• [Input records]:

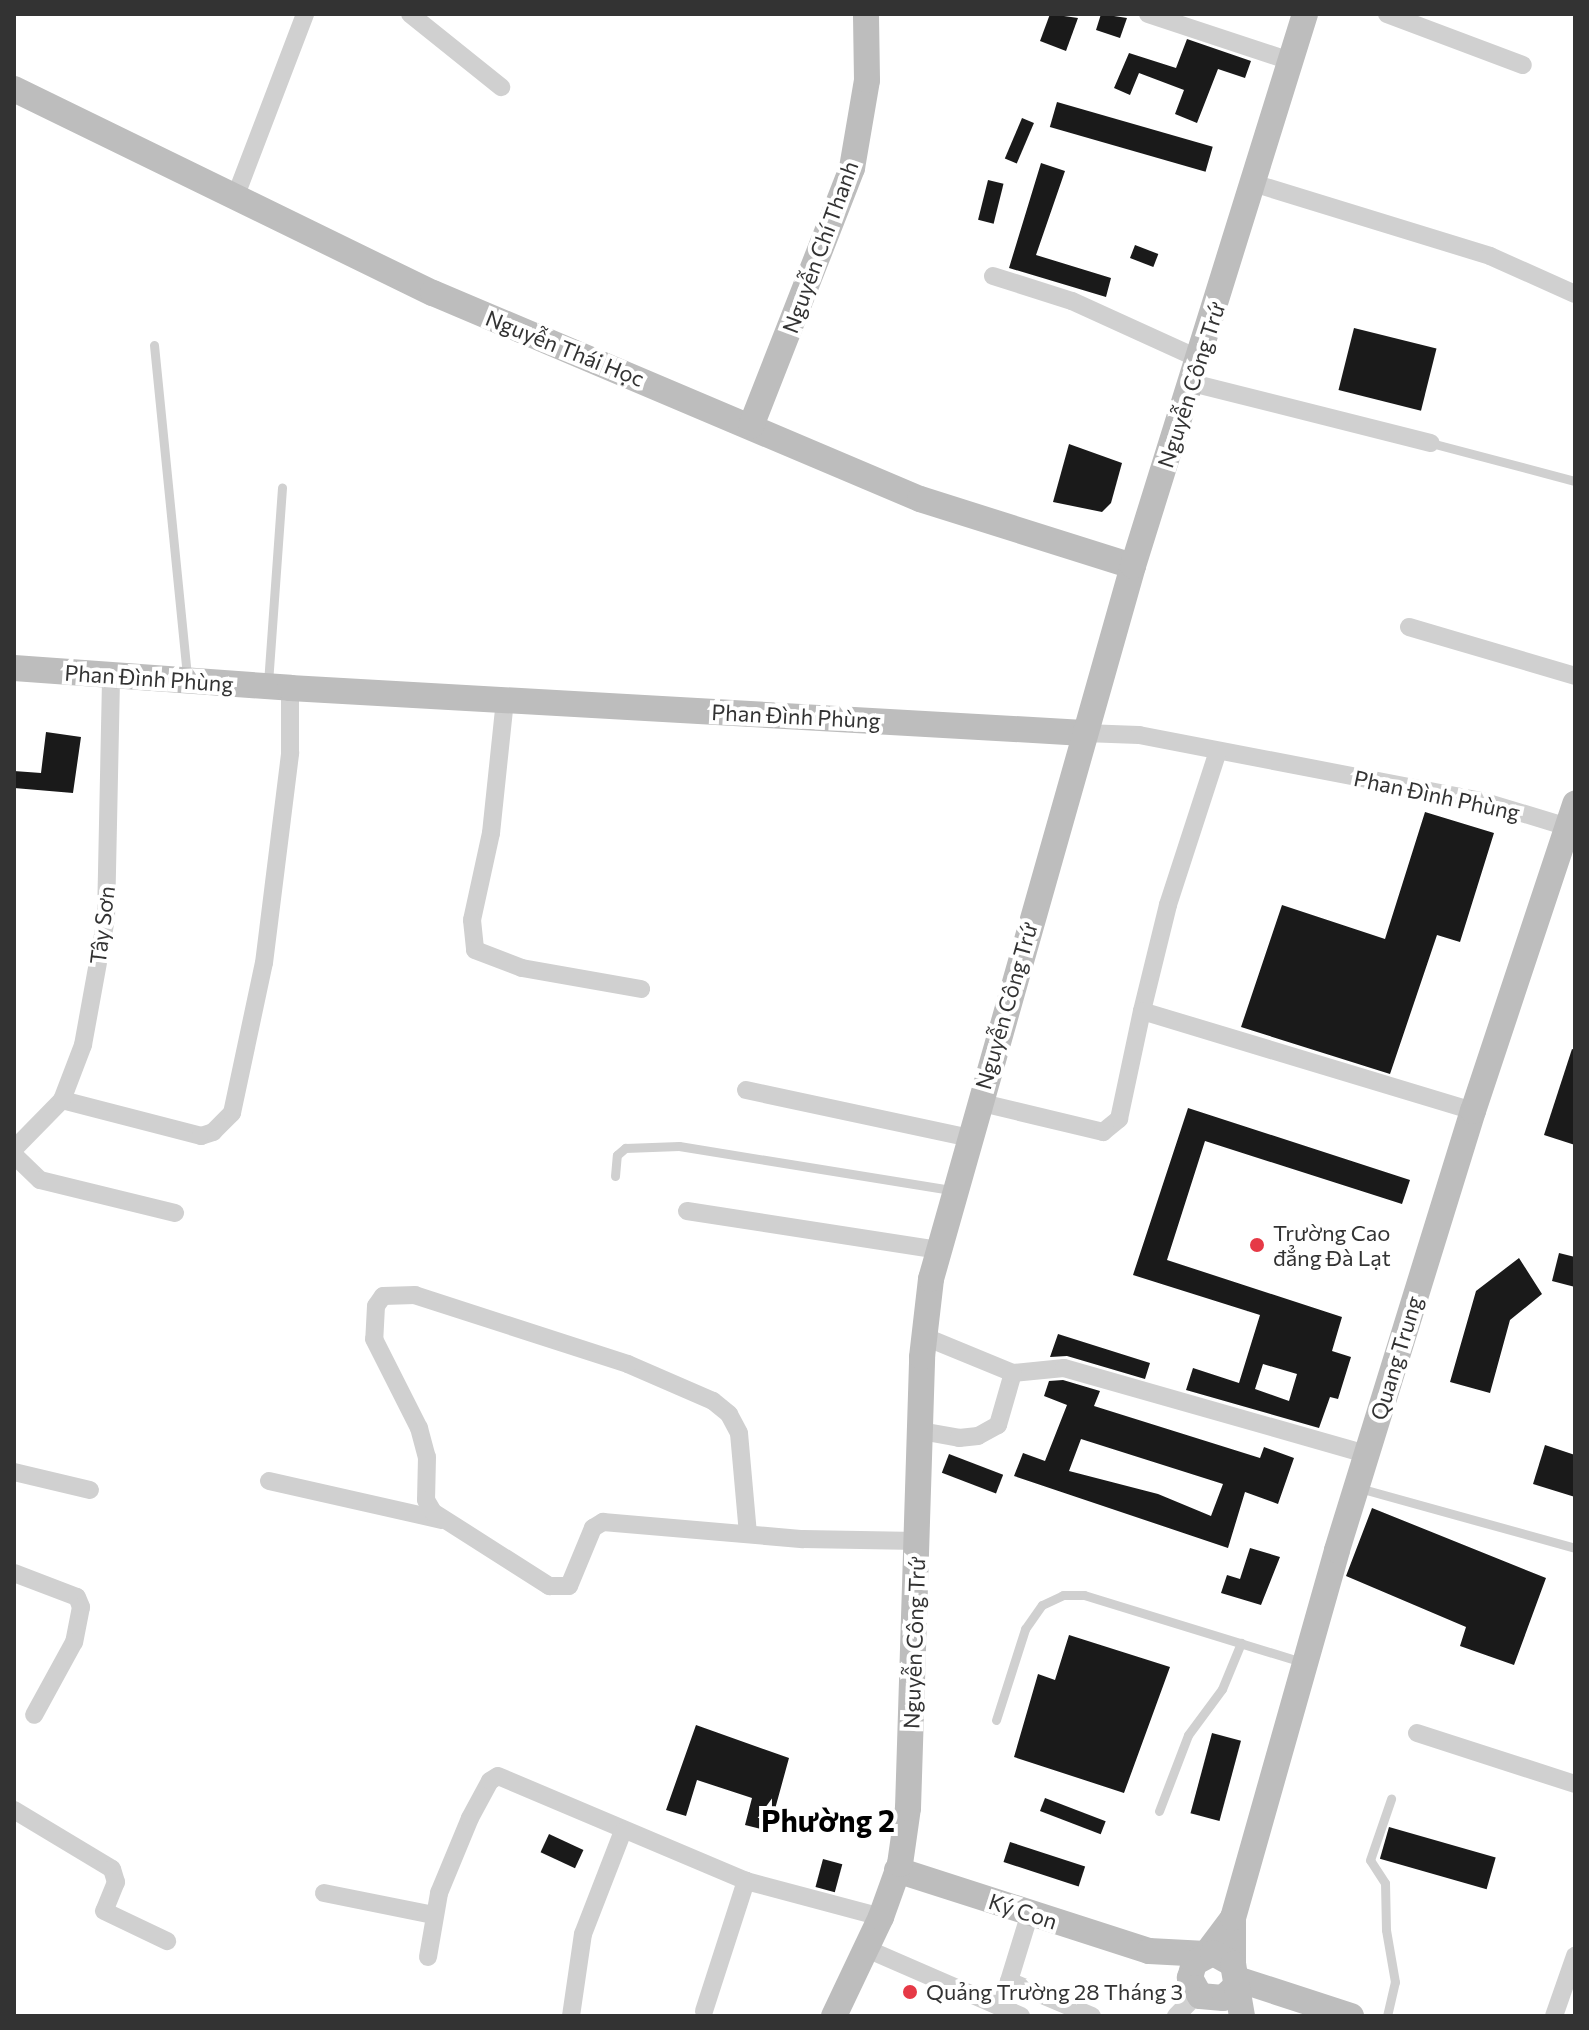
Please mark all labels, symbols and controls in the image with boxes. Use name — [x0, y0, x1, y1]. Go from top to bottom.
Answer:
street label: Nguyễn Chí Thanh — [777, 157, 863, 337]
street label: Nguyễn Công Trứ — [1152, 299, 1230, 471]
street label: Nguyễn Thái Học — [482, 304, 648, 392]
street label: Phan Đình Phùng — [64, 659, 234, 697]
street label: Phan Đình Phùng — [711, 698, 881, 734]
street label: Phan Đình Phùng — [1351, 764, 1523, 826]
street label: Tây Sơn — [84, 884, 120, 966]
street label: Nguyễn Công Trứ — [970, 920, 1042, 1092]
place label: Trường Cao đẳng Đà Lạt — [1273, 1219, 1391, 1270]
marker: Trường Cao đẳng Đà Lạt — [1248, 1236, 1266, 1254]
street label: Quang Trung — [1365, 1293, 1427, 1423]
street label: Nguyễn Công Trứ — [898, 1556, 930, 1730]
district label: Phường 2 — [761, 1802, 895, 1838]
street label: Ký Con — [985, 1888, 1061, 1934]
place label: Quảng Trường 28 Tháng 3 — [926, 1979, 1183, 2005]
marker: Quảng Trường 28 Tháng 3 — [901, 1983, 919, 2001]

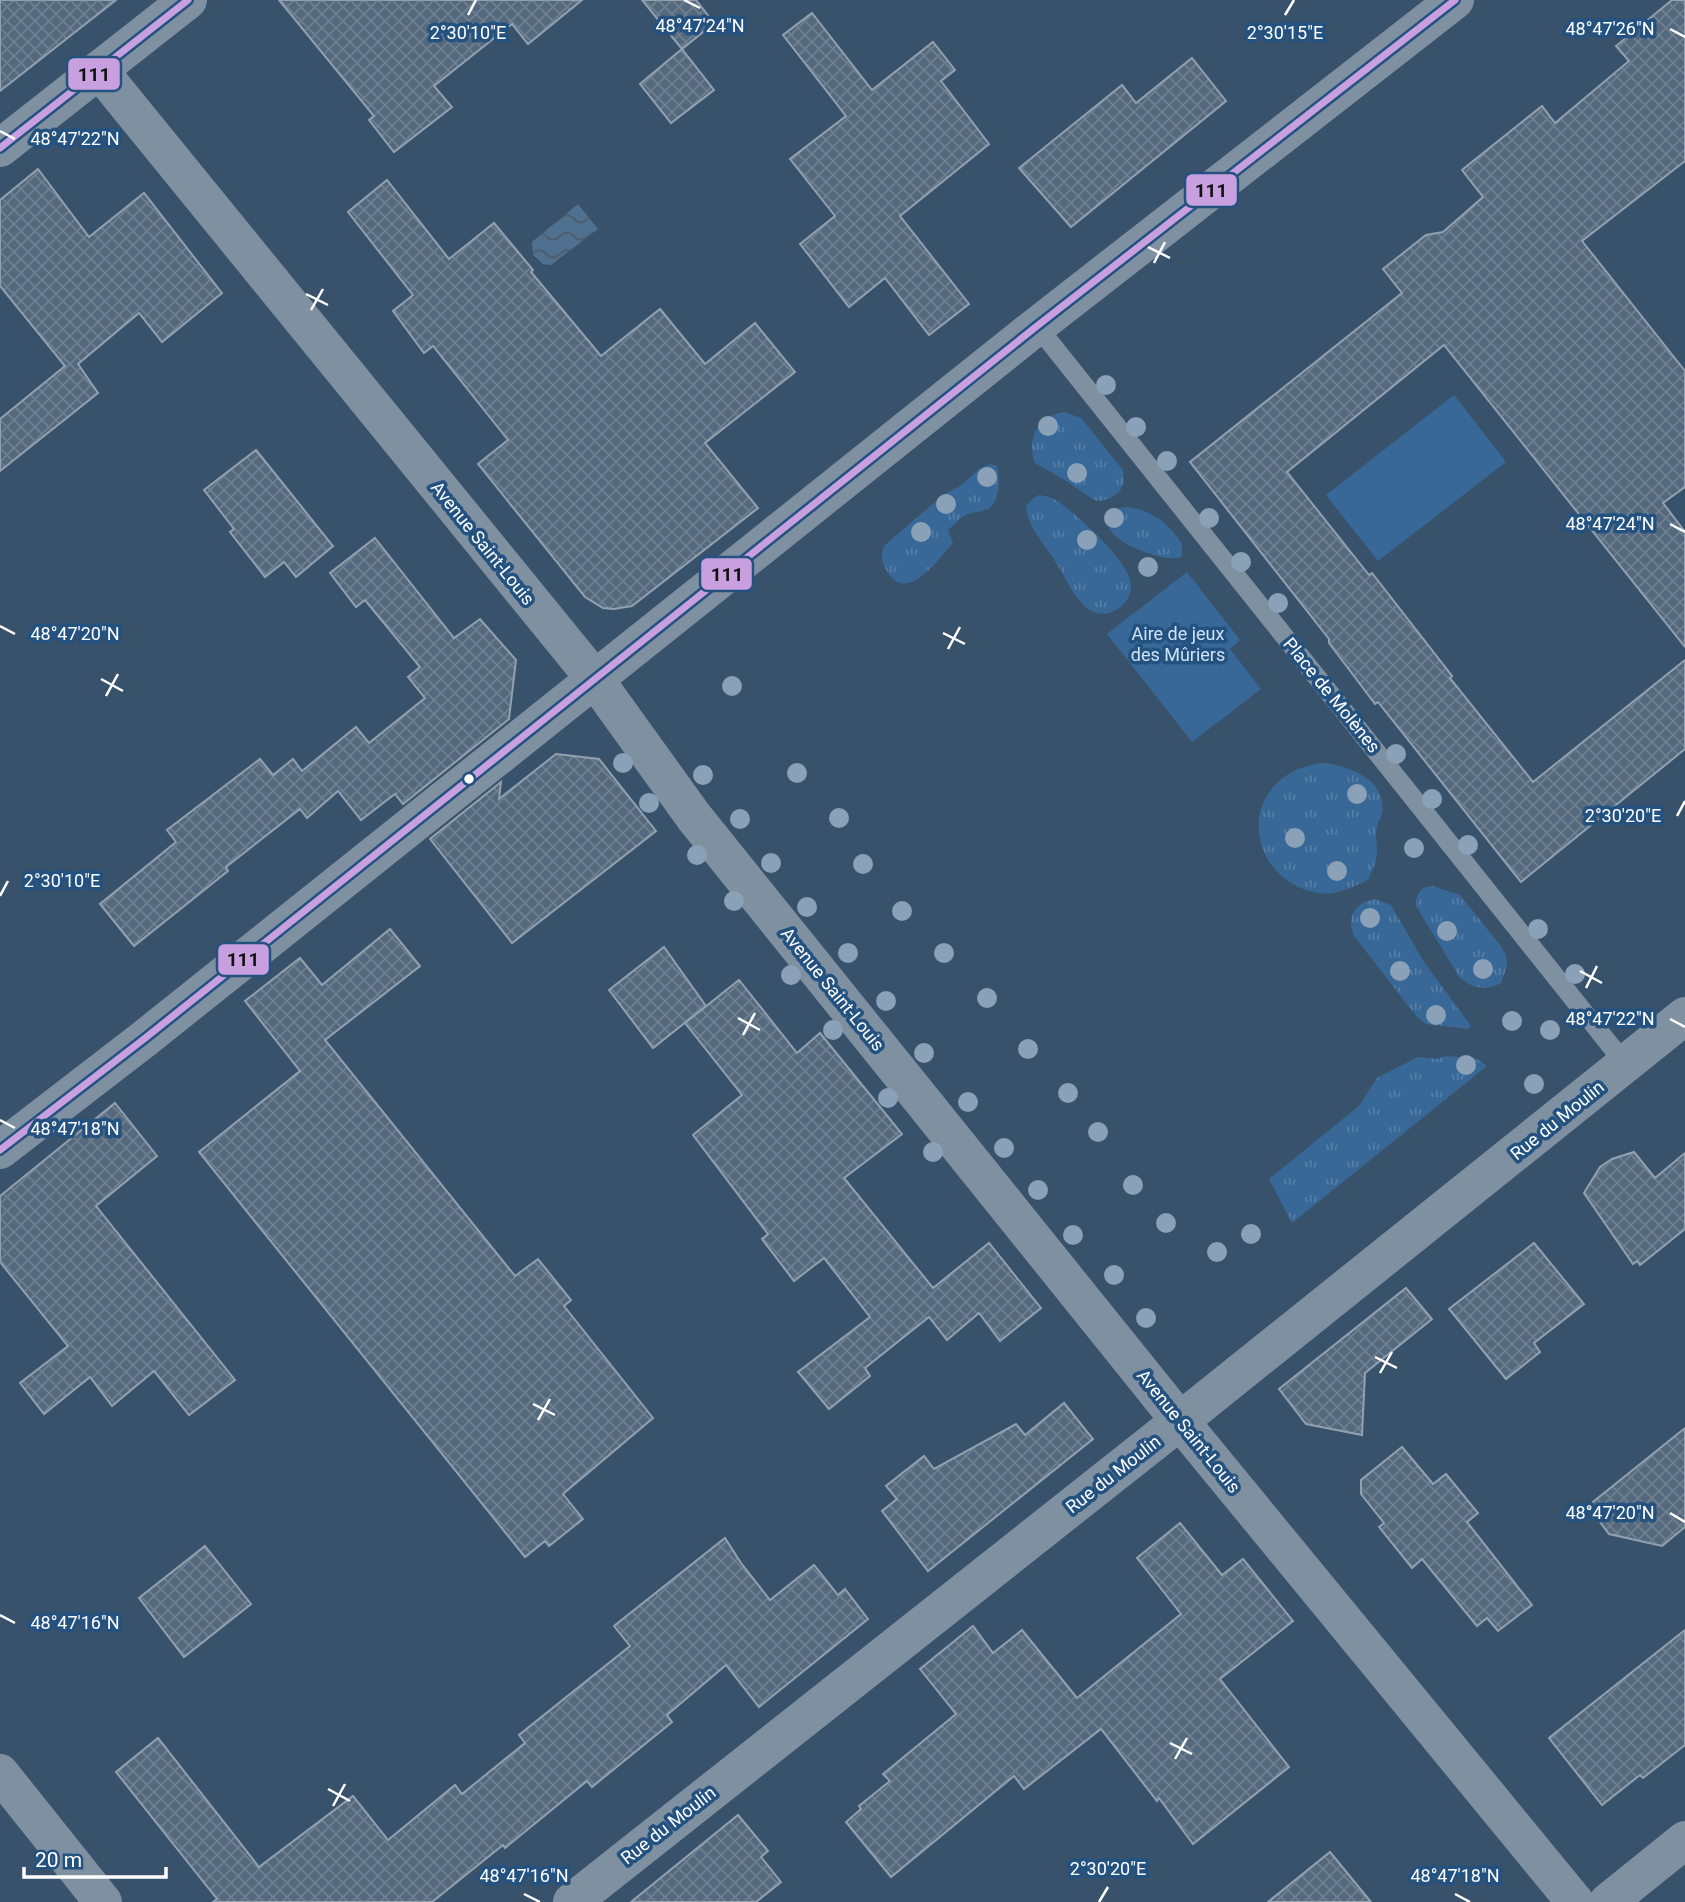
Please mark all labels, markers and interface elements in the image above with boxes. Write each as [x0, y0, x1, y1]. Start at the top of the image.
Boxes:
text: 48°47'24"N [655, 15, 745, 36]
text: 48°47'26"N [1565, 18, 1655, 39]
text: 2°30'10"E [430, 22, 506, 43]
text: 2°30'15"E [1247, 22, 1323, 43]
line badge: 111 [67, 57, 121, 91]
text: 111 [78, 63, 110, 86]
text: 48°47'22"N [30, 128, 120, 149]
line badge: 111 [1185, 173, 1238, 207]
text: 111 [1195, 179, 1227, 202]
street label: Avenue Saint-Louis [427, 477, 539, 609]
text: 48°47'24"N [1565, 513, 1655, 534]
line badge: 111 [700, 557, 753, 591]
text: 111 [711, 563, 743, 586]
text: 48°47'20"N [30, 623, 120, 644]
park label: Aire de jeux des Mûriers [1131, 623, 1225, 665]
street label: Place de Molènes [1279, 633, 1385, 757]
unlabelled marker [462, 772, 476, 786]
text: 2°30'20"E [1585, 805, 1661, 826]
text: 2°30'10"E [24, 870, 100, 891]
street label: Avenue Saint-Louis [777, 923, 889, 1055]
line badge: 111 [217, 943, 270, 976]
text: 111 [227, 948, 259, 971]
text: 48°47'22"N [1565, 1008, 1655, 1029]
street label: Rue du Moulin [1506, 1076, 1608, 1164]
text: 48°47'18"N [30, 1118, 120, 1139]
street label: Avenue Saint-Louis [1133, 1365, 1245, 1497]
street label: Rue du Moulin [1062, 1431, 1164, 1517]
text: 48°47'20"N [1565, 1502, 1655, 1523]
text: 48°47'16"N [30, 1612, 120, 1633]
street label: Rue du Moulin [617, 1782, 719, 1868]
scale bar [24, 1836, 166, 1880]
text: 20 m [35, 1848, 82, 1872]
text: 2°30'20"E [1070, 1858, 1146, 1879]
text: 48°47'16"N [479, 1865, 569, 1886]
text: 48°47'18"N [1410, 1865, 1500, 1886]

• [Task]:
Within the entries, find all lines holding "labels" and copy each one.

• [Solution to this problem]:
Please mark all labels, symbols and controls in the image with boxes. Use name — [x0, y0, x1, y1]. Go from top to bottom.
Please mark all labels, markers and interface elements in the image above with boxes. Write each as [x0, y0, x1, y1]. Start at the top of the image.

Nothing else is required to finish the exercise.